Retour sur une panique morale et ses effets sociaux

par Pauline Delage, Renaud Cornand
20 septembre 2020

Une fois de plus, le foulard et les femmes qui le portent se retrouvent sur la sellette. Une fois de plus, la victime expiatoire est une femme engagée, assumant des responsabilités syndicales, associatives ou politiques : en l’occurrence Maryam Pougetoux, jetée à la vindicte populaire par des députés de droite, mais aussi par Ségolène Royal et même Philippe Martinez de la CGT, au seul motif qu’elle a prétendu faire ce qu’aucun principe et aucune loi laïque ne lui interdit : représenter un syndicat dans l’enceinte de l’Assemblée Nationale. Une fois de plus au prix au nom d’un imbécile et chimérique impératif de neutralité – et ni plus ni mmoins qu’une complète subversion du principe de laïcité. L’occasion de réaffirmer une solidarité de principe, totale, à Maryam Pougetoux, et de revenir sur le lamentable épisode 1 de la guerre qui lui a été déclarée. C’était en mai 2018...

Au départ il y a, comme souvent, l’intervention sur les réseaux sociaux d’un certain Laurent Bouvet. Un tweet de ce représentant médiatique de la réaction identitaire déclenche une série de commentaires [1] allant jusqu’à transformer un non-événement en affaire d’État : une représentante de l’UNEF à Paris IV, Maryam Pougetoux, intervient publiquement contre Parcoursup et la loi sur l’Orientation et le Réussite des Étudiants (ORE). Ou plutôt une étudiante qui porte un foulard musulman intervient publiquement en tant que représentante d’un syndicat. Ce qui fait l’originalité de cet « événement » n’est pas ce que Maryam Pougetoux déclare dans cet entretien, mais les réactions que suscite sa tenue vestimentaire...

C’est d’ailleurs le seul élément qui sera commenté, invisibilisant la teneur de ses propos. Du ministre de l’Intérieur Gérard Collomb, qui se dit choqué, oppose Islam et culture française et va jusqu’à voir derrière la syndicaliste l’ombre de Daech [2], à Marlène Schiappa qui doute de la capacité de l’UNEF à défendre la laïcité, le progressisme et le féminisme en choisissant comme porte-parole « une personne qui de toute évidence a des signes manifestes de religion, d’islam politique en réalité » [3], les membres du gouvernement ont fait le choix de s’inscrire dans la dynamique initiée par le fondateur du « Printemps républicain ».

Si ces interventions traduisent bien une islamophobie d’État, personne ne pouvait prêter à leurs auteur.e.s une quelconque légitimité concernant l’organisation du mouvement syndical, et plus largement du mouvement social. De la même manière, peu nombreux sont ceux qui ont été attentifs aux déclarations des apparatchiks du Parti socialiste comme Julien Dray [4] ou Bruno Julliard [5].

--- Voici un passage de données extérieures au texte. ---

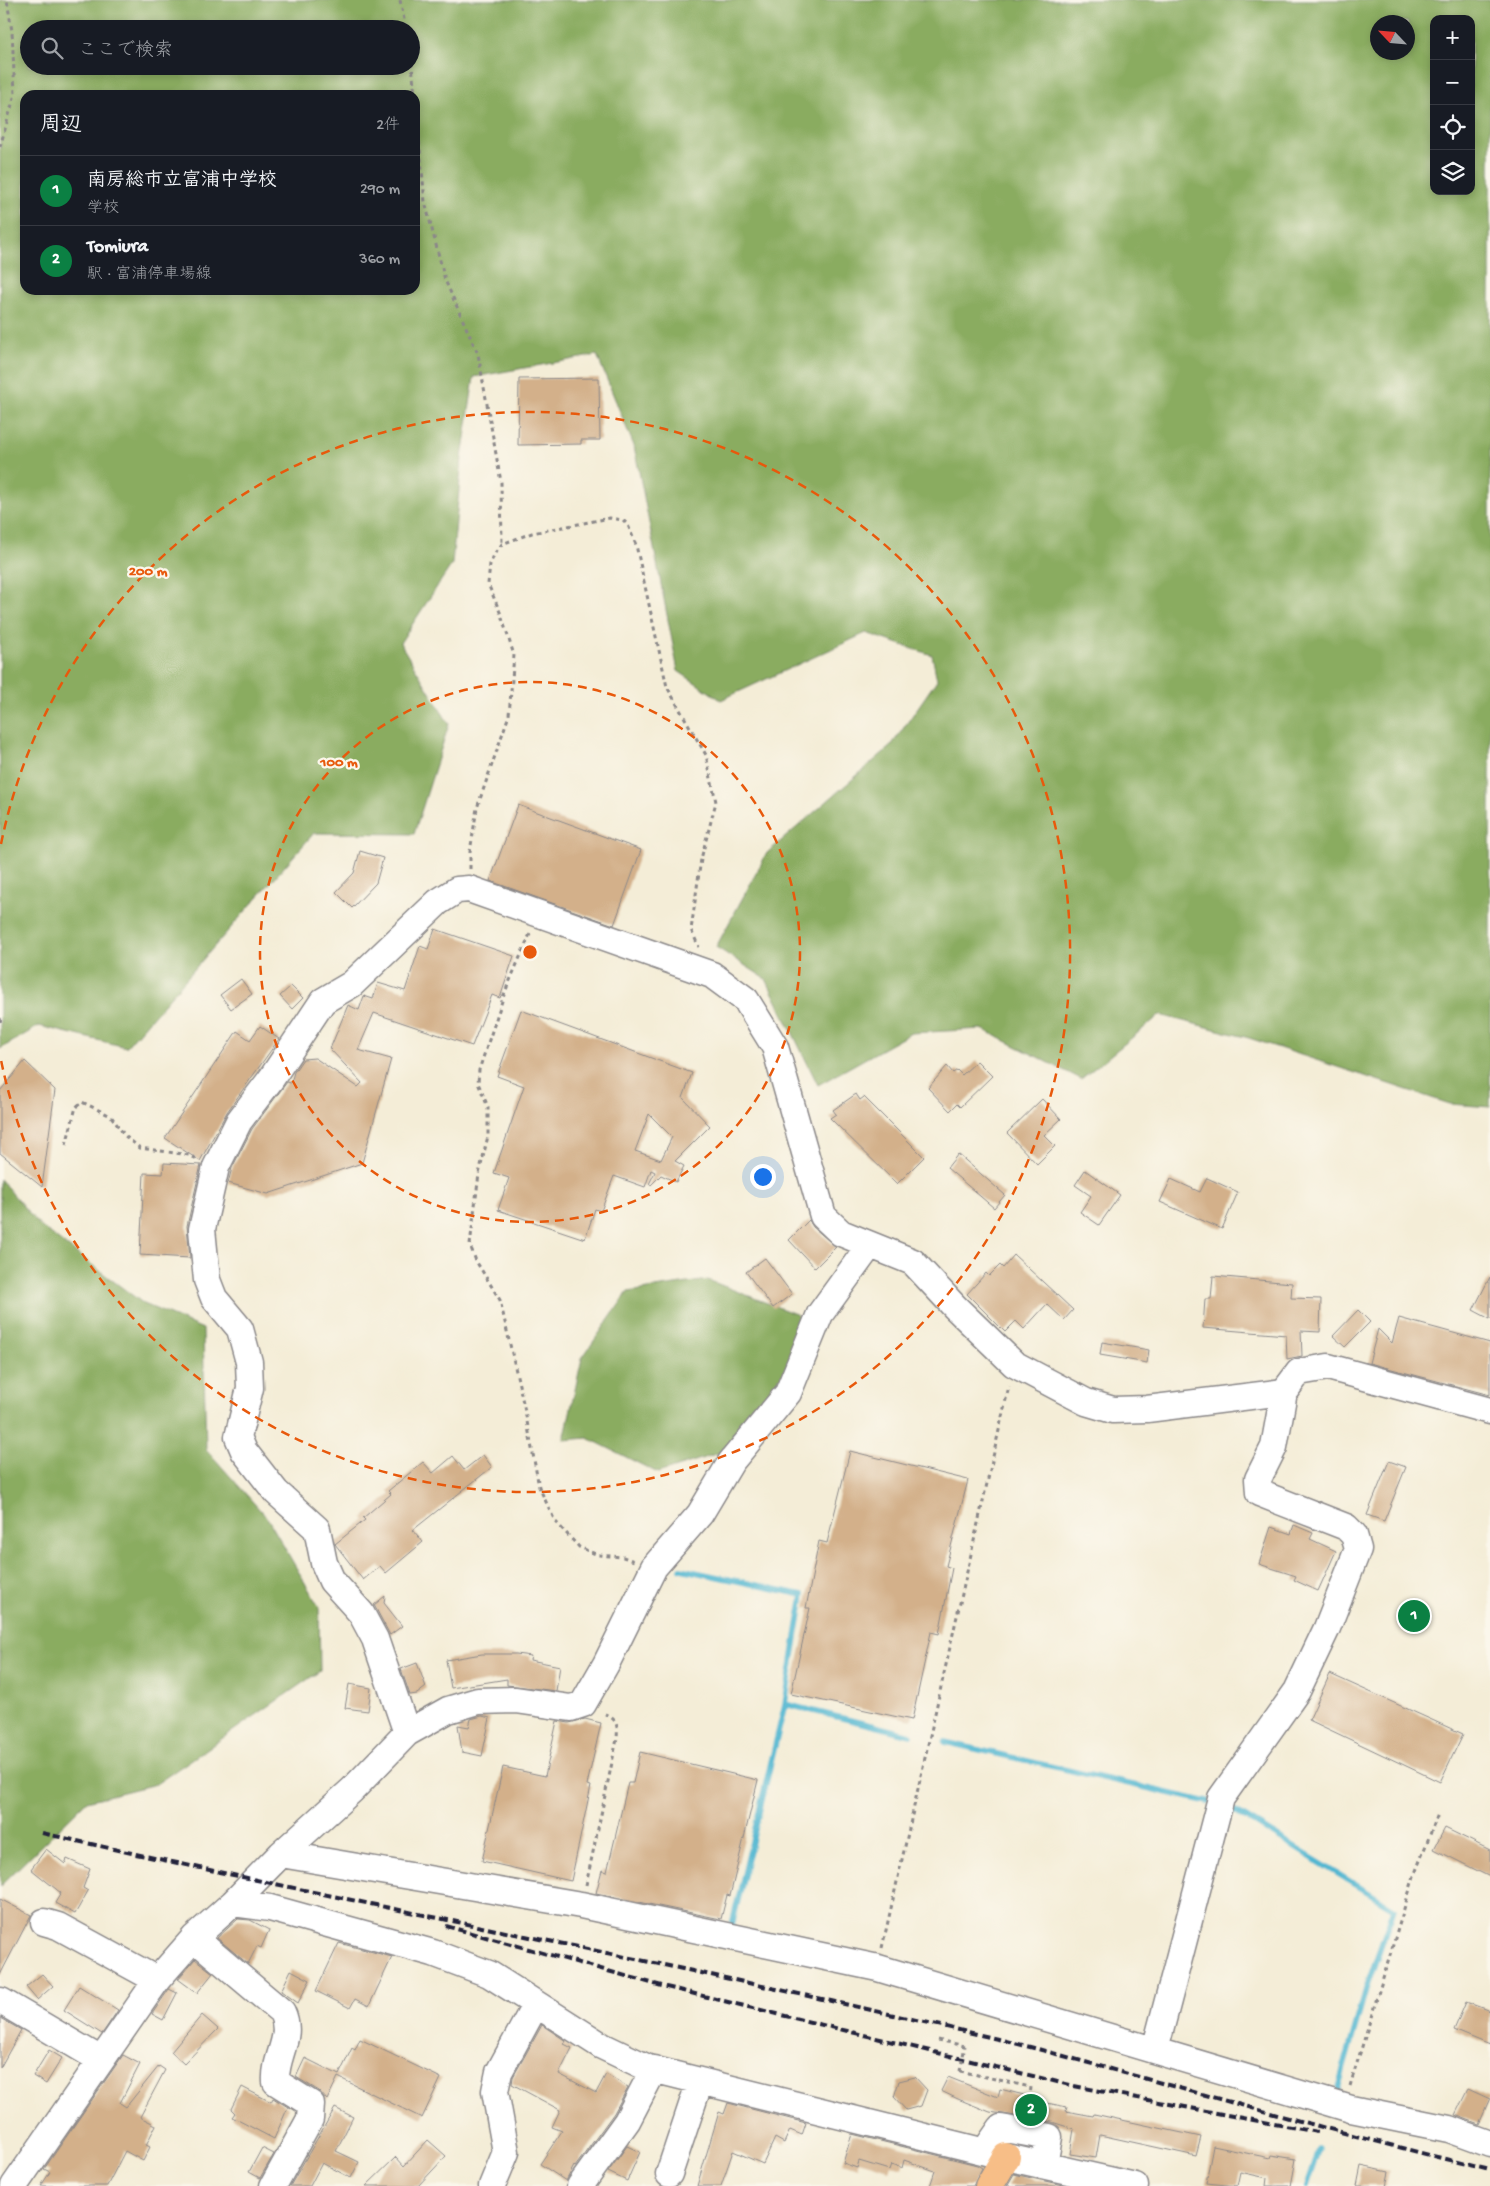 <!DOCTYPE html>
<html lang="ja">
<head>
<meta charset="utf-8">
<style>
	:root { --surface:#171b24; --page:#242831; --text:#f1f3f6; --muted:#9ea1a6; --line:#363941; --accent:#0b8043 }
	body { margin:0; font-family:"Gochi Hand","Klee One",sans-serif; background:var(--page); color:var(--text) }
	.controls { position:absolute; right:15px; top:15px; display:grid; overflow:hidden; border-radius:10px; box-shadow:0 2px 8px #0003 }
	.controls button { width:45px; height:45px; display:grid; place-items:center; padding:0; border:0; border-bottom:1px solid var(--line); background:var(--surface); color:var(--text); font:25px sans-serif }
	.compass { position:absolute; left:1370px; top:15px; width:45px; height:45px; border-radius:50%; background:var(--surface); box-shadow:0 2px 8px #0003; rotate:296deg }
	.you { position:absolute; left:762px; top:1176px; width:18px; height:18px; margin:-12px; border:4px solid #fff; border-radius:50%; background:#1a73e8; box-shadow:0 0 0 8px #1a73e833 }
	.badge { display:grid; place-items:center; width:32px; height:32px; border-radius:50%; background:var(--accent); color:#fff; font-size:16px; font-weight:700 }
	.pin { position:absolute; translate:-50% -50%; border:2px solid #fff; box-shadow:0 1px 5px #0006 }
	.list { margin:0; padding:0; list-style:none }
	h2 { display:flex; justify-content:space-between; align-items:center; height:65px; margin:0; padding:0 20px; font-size:21px }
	h2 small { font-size:16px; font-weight:400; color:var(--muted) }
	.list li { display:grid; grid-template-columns:32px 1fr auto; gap:15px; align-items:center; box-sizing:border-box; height:70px; padding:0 20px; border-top:1px solid var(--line) }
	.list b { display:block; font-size:19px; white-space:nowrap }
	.list p { margin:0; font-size:16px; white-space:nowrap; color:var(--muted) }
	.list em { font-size:16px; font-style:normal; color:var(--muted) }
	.icon { flex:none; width:28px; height:28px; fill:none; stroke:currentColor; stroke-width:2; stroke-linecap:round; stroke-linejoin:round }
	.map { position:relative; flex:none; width:1490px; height:2186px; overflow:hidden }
	.search { position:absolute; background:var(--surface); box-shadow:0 2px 8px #0003; left:20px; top:20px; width:400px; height:55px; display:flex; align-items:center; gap:12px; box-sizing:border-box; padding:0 18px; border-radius:28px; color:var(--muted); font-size:19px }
	.panel { position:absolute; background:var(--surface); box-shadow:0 2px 8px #0003; left:20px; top:90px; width:400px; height:205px; border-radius:15px }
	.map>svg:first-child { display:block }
</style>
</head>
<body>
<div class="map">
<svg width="1490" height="2186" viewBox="0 0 1490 2186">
	<rect width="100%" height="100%" fill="#fbf7ec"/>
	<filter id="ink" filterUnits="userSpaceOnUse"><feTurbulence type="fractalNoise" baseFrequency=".02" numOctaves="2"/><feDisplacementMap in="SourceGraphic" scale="10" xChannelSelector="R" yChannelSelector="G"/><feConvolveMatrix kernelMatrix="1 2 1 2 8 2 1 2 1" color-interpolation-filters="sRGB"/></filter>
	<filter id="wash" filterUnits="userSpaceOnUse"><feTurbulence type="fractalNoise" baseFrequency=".0096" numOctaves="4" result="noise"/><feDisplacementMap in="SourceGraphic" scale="20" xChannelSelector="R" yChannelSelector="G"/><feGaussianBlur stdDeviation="1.12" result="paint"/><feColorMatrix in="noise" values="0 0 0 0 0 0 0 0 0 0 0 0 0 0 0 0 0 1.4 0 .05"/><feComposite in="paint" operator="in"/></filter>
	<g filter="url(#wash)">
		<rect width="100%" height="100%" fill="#f4edd7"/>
		<path fill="#8aac60" stroke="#56674e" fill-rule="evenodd" d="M0,0H1490V1107L1450,1104L1249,1038L1160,1015L1081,1079L982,1029L911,1033L818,1085L766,979L716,947L767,853L891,746L937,680L932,655L866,633L721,700L678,671L634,446L597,355L474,377L462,458L452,564L400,643L449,724L414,834L314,833L126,1047L39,1026L0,1049ZM1434,19H1471V191H1434ZM1378,22H1408V52H1378ZM29,29H411V66H29ZM25,95H415V290H25Z
			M0,1179L40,1226L144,1304L203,1329L206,1449L268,1519L319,1607L320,1671L156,1784L87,1801L0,1886Z
			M708,1280L798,1315L806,1364L750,1443L658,1473L588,1438L564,1440L582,1358L628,1292Z"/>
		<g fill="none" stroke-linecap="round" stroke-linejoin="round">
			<path stroke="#52b7d1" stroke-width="5.5" d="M681,1569L803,1595L785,1704L731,1929
				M785,1704L911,1735
				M945,1742L1208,1802
				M1228,1807L1394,1908L1366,1989L1336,2095
				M1307,2186L1319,2150"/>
		</g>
		<g id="blocks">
			<path fill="#d3b08a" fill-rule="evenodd" d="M599,378L600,440H581V444L518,445L519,379Z
				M518,805L641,850L614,925L490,881Z
				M360,851L383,858L376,883L352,908L336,892L354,873Z
				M435,929L514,956L500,998L492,995L472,1046L374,1013L358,1050L391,1059L362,1163L268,1194L228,1183L232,1168L252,1129L287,1082L291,1083L294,1072L303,1059L315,1058L358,1087L362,1083L330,1049L348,1005L359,1010L364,996L373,999L378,983L405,991L420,946L428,949Z
				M241,979L252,994L231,1009L220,995Z
				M291,986L303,998L292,1009L280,996Z
				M521,1010L692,1073L683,1098L710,1126L675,1161L684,1166L676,1182L661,1175L651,1185L649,1184L655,1172L651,1170L645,1187L614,1176L601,1211L595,1209L585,1239L498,1210L509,1178L494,1173L524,1086L497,1076ZM649,1114L672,1137L661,1160L635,1151Z
				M260,1026L279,1039L227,1112L200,1161L165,1138L237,1031L250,1040Z
				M25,1061L55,1090L42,1187L0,1153V1091Z
				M977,1061L992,1076L960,1107L957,1104L950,1111L928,1088L947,1066L953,1073L957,1070L962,1075Z
				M856,1094L860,1100L864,1097L924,1157L897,1184L830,1118L836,1114L833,1110Z
				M1042,1099L1061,1119L1044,1135L1055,1146L1037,1164L1007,1133Z
				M958,1154L1005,1195L994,1208L947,1168Z
				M164,1163L201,1165L187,1226L190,1258L140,1255L144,1173L163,1174Z
				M1085,1170L1120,1195L1099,1225L1080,1212L1091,1196L1075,1185Z
				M1207,1178L1238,1192L1222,1229L1160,1202L1171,1179L1200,1192Z
				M809,1220L813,1227L836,1247L815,1268L789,1240Z
				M1014,1255L1073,1310L1064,1320L1047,1304L1024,1329L1016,1321L1005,1332L967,1294L986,1273L989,1276L1000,1265L1003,1268Z
				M765,1258L792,1294L773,1308L746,1272Z
				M1213,1276L1292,1283L1291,1298L1321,1299L1320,1332L1301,1331L1302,1356L1287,1359L1286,1335L1203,1328L1205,1299H1211Z
				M1490,1277V1319L1473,1310Z
				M1358,1310L1370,1322L1345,1347L1333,1336Z
				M1399,1318L1490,1343V1395L1369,1363L1378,1329L1392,1343Z
				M1102,1342L1149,1350L1147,1363L1100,1355Z
				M850,1451L968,1480L946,1566L952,1568L939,1634L931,1632L912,1720L791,1694L810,1608H806L819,1541L827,1543Z
				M483,1455L492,1467L413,1530L423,1542L386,1573L380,1566L363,1580L335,1544L365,1520L363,1518L391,1494L388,1491L423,1462L433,1473L453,1456L464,1470Z
				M1389,1461L1406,1467L1384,1521L1367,1515Z
				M1294,1525L1313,1533L1310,1539L1336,1551L1318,1591L1294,1580L1296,1576L1259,1564L1271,1527L1291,1534Z
				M385,1596L384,1603L402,1626L390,1635L374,1605Z
				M482,1654H516L531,1656L530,1660L560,1666L556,1691L507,1685V1679L451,1688L446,1660Z
				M417,1663L426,1687L417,1694L410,1695L401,1669Z
				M1330,1674L1463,1734L1440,1782L1309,1720Z
				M349,1684L371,1688L368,1711L345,1708Z
				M482,1716L490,1718L482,1756L462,1752L458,1725L469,1727L471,1719Z
				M585,1719L601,1723L587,1785L591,1786L571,1881L482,1861L503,1767L545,1776L557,1721L569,1723Z
				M640,1752L758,1780L730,1896L727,1895L721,1919L596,1893L602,1870L607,1872L628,1783H633Z
				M1445,1828L1490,1850V1877L1434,1849Z
				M46,1849L65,1864L67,1859L90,1869L83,1888L88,1891L75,1914L55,1903L61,1893L31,1869Z
				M0,1899L31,1915L0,1975Z
				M238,1919L250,1920L269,1930L261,1948L257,1946L248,1964L217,1938Z
				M339,1943L392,1957L369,2006L355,1999L350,2008L316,1991Z
				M195,1959L213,1973L197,1993L178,1979Z
				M291,1970L310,1980L298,2003L281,1991Z
				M42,1974L53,1986L37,2000L26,1987Z
				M79,1986L118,2010L102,2034L64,2010Z
				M169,1989L177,1993L163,2020L152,2014Z
				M1466,2002L1490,2011V2045L1454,2030Z
				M202,2015L218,2029L184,2064L171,2052Z
				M0,2018L21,2030L0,2068Z
				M542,2025L566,2041L564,2044L572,2048L559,2074L596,2093L606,2074L628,2087L614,2113L575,2167L574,2166L566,2181L540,2164L562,2131L552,2127L560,2110L512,2084L513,2077Z
				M360,2039L441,2078L422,2118L338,2077L327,2100L319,2091L296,2077L305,2058L339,2075L352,2048L355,2050Z
				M49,2050L62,2058L46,2084L33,2076Z
				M123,2055L140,2064L120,2103L126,2107L159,2066L165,2070L140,2117L156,2125L146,2145L150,2147L143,2161L125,2151L107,2186H41L50,2172L44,2169Z
				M915,2077L927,2090L921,2106L906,2110L894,2097L899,2081Z
				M948,2077L998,2097L1000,2089L1032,2097V2100L1067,2107L1066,2111L1093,2116L1094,2114L1201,2137L1196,2156L1100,2135L1096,2158L1070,2154L1074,2129L1052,2122L990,2112L958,2099L941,2091Z
				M242,2087L271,2102L273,2098L288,2107L274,2139L232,2117L235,2113L231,2109Z
				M1468,2089L1490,2099L1479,2124L1455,2115Z
				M728,2103L806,2123L802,2135L790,2130L784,2143L775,2138L763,2164L733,2151L721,2186H697L719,2112L724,2114Z
				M335,2108L353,2117L336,2151L359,2162L351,2178L322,2163L310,2186H290Z
				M852,2134L977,2165L982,2168L973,2186H930L935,2171L904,2160L902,2168L891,2164L889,2170L859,2161L857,2168L843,2163Z
				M428,2140L446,2156L418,2186H366L396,2157L404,2166Z
				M627,2146L640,2152L627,2181L608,2172Z
				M1213,2146L1270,2158L1271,2155L1296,2159L1291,2186H1266L1267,2178L1240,2172L1237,2186L1206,2183Z
				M262,2148L274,2154L260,2178L249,2172Z
				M1361,2166L1389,2172L1386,2186H1357Z
				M1014,2174L1067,2186H1007Z"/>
		</g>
	</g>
	<g filter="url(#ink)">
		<use href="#blocks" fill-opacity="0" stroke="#8b8889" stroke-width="1"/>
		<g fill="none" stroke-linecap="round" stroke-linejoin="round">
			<defs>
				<path id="minor" d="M407,1733L375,1639L361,1613L332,1581L324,1563L317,1529L276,1492L244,1451L238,1437L250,1388L249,1362L240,1329L214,1298L207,1280L202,1229L216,1167L239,1121L271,1079L323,1001L352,984L438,902L457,890L469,889L712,975L746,1000L775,1047L823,1216L841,1233L913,1262L955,1307L1014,1364L1086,1402L1113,1410L1147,1409L1284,1392
					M281,1854L581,1905L878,1968L1351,2109L1449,2129L1490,2144
					M233,1903L270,1908L433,1953L489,1974L602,2046L648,2068L1006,2157L1135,2186
					M44,1922L58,1926L157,1980
					M194,1938L282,2012C294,2038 274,2056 276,2082L311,2104L310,2119L273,2186
					M1,2001L101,2060
					M1155,2050L1221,1798L1297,1691L1327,1628L1358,1549L1354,1535L1346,1527L1259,1493L1258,1479L1274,1447L1284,1392L1299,1372L1328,1367L1490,1411
					M985,2151L1001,2128L1049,2137L1044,2165
					M669,2174L700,2081
					M14,2186L157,1980L194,1938L233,1903L281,1854L352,1790L407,1733L448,1710L478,1701L516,1700L571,1708L583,1704L606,1664L654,1567L700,1514L731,1462L788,1393L820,1314L870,1245
					M492,2186L506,2152L495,2091L499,2072L536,2004
					M580,2186L627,2121L654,2069"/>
				<path id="major" d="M989,2186L1006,2157"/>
			</defs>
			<use href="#minor" stroke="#8b8889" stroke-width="29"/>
			<use href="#major" stroke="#8b8889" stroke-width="30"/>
			<path stroke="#8b8889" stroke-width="3" stroke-dasharray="4 4" stroke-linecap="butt" d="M400,0L406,29
				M411,54L425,202L445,280L478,354L501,482L502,544
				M0,147L15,94L12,31L7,0
				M470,869V852L477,808L509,715L514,655L500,612L488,584L490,564L495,553L502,544L532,533L610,518L623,520L628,525L636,545L667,687L706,755L716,802L701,859L691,930L699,947
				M530,934L505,992L479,1070L478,1083L488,1107V1136L479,1174L470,1245L476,1261L500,1300L526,1416L539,1487L555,1521L579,1547L598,1555L623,1557L634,1561
				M0,1018L1,1024
				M66,1145L76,1107L82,1102L111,1116L125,1136L140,1148L189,1155L197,1159
				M586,1885L617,1739C618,1724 617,1719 603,1713
				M882,1948L1009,1386
				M938,2040L965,2046
				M960,2071L1030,2087L1029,2096
				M1350,2086L1414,1876L1438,1814"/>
			<use href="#minor" stroke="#fff" stroke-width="26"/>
			<use href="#major" stroke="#f7be87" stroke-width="28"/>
			<path stroke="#22223b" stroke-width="4" stroke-dasharray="8 4" stroke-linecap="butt" d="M42,1833C363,1906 686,1965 1006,2041C1052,2052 1098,2066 1143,2078C1259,2110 1374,2142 1490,2170
				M446,1926L662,1986L1074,2086L1317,2132"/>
			<path stroke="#8b8889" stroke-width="3" stroke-dasharray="4 4" stroke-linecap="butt" d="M960,2071L965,2046"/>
		</g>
	</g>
	<g fill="none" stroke="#e8590c" stroke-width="2.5" stroke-dasharray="9 6">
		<circle cx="530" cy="952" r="270"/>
		<path d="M1 844A540 540 0 1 1 1 1060"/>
	</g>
	<circle cx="530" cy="952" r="8" fill="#e8590c" stroke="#fbf7ec" stroke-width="2.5"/>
	<g font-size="15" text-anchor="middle" font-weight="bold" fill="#e8590c" stroke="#fbf7ec" stroke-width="4.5" stroke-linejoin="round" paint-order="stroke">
		<text x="148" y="575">200 m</text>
		<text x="339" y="766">100 m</text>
	</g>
</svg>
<div class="controls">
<button>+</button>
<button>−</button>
<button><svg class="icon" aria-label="locate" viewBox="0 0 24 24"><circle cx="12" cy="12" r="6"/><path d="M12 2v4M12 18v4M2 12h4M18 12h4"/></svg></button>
<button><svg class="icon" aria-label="layers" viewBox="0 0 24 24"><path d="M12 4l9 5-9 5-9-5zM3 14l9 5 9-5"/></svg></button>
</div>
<svg class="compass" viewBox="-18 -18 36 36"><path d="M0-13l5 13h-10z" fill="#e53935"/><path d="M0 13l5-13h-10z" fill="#9ea1a6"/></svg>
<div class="you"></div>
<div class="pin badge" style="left:1414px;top:1616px">1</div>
<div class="pin badge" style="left:1031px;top:2110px">2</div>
<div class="search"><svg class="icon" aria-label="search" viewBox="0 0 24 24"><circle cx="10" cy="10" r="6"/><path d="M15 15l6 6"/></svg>ここで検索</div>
<section class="panel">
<h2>周辺<small>2件</small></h2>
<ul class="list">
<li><span class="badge">1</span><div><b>南房総市立富浦中学校</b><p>学校</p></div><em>290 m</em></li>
<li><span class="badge">2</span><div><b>Tomiura</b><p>駅 · 富浦停車場線</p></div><em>360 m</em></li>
</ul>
</section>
</div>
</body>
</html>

Quant à la violence de la une de Charlie Hebdo, représentant la syndicaliste en singe hideux, la bave aux lèvres, elle a pu choquer ou révulser à bon droit, mais pas vraiment surprendre de la part d’un hebdomadaire qui, en la matière, n’en était pas, hélas, à son coup d’essai [6]. Le fait marquant, cela dit, est que cette dynamique islamophobe semble ne pas connaître de frontières politiques, puisqu’elle vient se glisser jusque dans les propos des leaders censés incarner l’opposition aux contre-réformes conduites par le gouvernement. Jean-Luc Melenchon par exemple s’est rallié au concert de leçons politiques :

« Tous ceux qui dirigent [l’UNEF] doivent se mettre en situation de ne pas faire en sorte que l’adhésion syndicale puisse avoir d’une façon ou d’une autre la couleur d’une adhésion à une religion ou à une orientation. »  [7]

Le leader de La France Insoumise envisage-t-il sérieusement qu’un.e potentiel.le. adhérent.e de l’UNEF puisse craindre une confusion entre ce syndicat et une organisation musulmane du seul fait du foulard porté par l’une de ses représentantes ? Sans doute pas. En revanche, il énonce la clôture nette qu’il souhaite voir instituée : d’un côté les militant.e.s, de l’autre les Musulman.e.s.

Aucun de ces « avis autorisés » ne s’appuie sur une loi qui par exemple interdirait le port du foulard à l’université ou sur un règlement qui le proscrirait à l’UNEF, et rares sont les personnalités qui ont exprimé, à cette occasion, la nécessité d’intervenir en ce sens. La règle sur laquelle se fondent leurs avis, prétendument individuels, est une règle implicite : l’islam doit être invisible.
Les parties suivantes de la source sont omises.